• [Source records]
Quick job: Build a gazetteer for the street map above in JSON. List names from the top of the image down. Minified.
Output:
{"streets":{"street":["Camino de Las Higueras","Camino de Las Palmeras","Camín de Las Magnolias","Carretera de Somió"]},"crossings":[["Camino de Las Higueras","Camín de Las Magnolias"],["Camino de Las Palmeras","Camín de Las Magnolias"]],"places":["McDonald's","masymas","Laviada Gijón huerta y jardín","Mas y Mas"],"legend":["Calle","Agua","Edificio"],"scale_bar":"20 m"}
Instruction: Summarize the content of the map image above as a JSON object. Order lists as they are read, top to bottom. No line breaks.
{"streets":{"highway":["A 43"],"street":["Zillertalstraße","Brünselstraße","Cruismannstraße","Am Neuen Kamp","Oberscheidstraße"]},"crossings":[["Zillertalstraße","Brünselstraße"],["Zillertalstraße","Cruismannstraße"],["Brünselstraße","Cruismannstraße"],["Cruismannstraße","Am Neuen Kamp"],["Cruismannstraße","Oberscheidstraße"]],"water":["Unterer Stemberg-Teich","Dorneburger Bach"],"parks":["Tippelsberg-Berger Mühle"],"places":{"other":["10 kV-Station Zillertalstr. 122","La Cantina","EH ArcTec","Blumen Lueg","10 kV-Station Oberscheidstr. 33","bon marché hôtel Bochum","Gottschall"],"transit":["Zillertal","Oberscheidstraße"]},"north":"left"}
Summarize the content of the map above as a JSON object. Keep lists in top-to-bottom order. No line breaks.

• [Task to complete]
Print the records above again, every one, exactly as written.

• [The answer]
Quick job: Build a gazetteer for the street map above in JSON. List names from the top of the image down. Minified.
Output:
{"streets":{"street":["Camino de Las Higueras","Camino de Las Palmeras","Camín de Las Magnolias","Carretera de Somió"]},"crossings":[["Camino de Las Higueras","Camín de Las Magnolias"],["Camino de Las Palmeras","Camín de Las Magnolias"]],"places":["McDonald's","masymas","Laviada Gijón huerta y jardín","Mas y Mas"],"legend":["Calle","Agua","Edificio"],"scale_bar":"20 m"}
Instruction: Summarize the content of the map image above as a JSON object. Order lists as they are read, top to bottom. No line breaks.
{"streets":{"highway":["A 43"],"street":["Zillertalstraße","Brünselstraße","Cruismannstraße","Am Neuen Kamp","Oberscheidstraße"]},"crossings":[["Zillertalstraße","Brünselstraße"],["Zillertalstraße","Cruismannstraße"],["Brünselstraße","Cruismannstraße"],["Cruismannstraße","Am Neuen Kamp"],["Cruismannstraße","Oberscheidstraße"]],"water":["Unterer Stemberg-Teich","Dorneburger Bach"],"parks":["Tippelsberg-Berger Mühle"],"places":{"other":["10 kV-Station Zillertalstr. 122","La Cantina","EH ArcTec","Blumen Lueg","10 kV-Station Oberscheidstr. 33","bon marché hôtel Bochum","Gottschall"],"transit":["Zillertal","Oberscheidstraße"]},"north":"left"}
Summarize the content of the map above as a JSON object. Keep lists in top-to-bottom order. No line breaks.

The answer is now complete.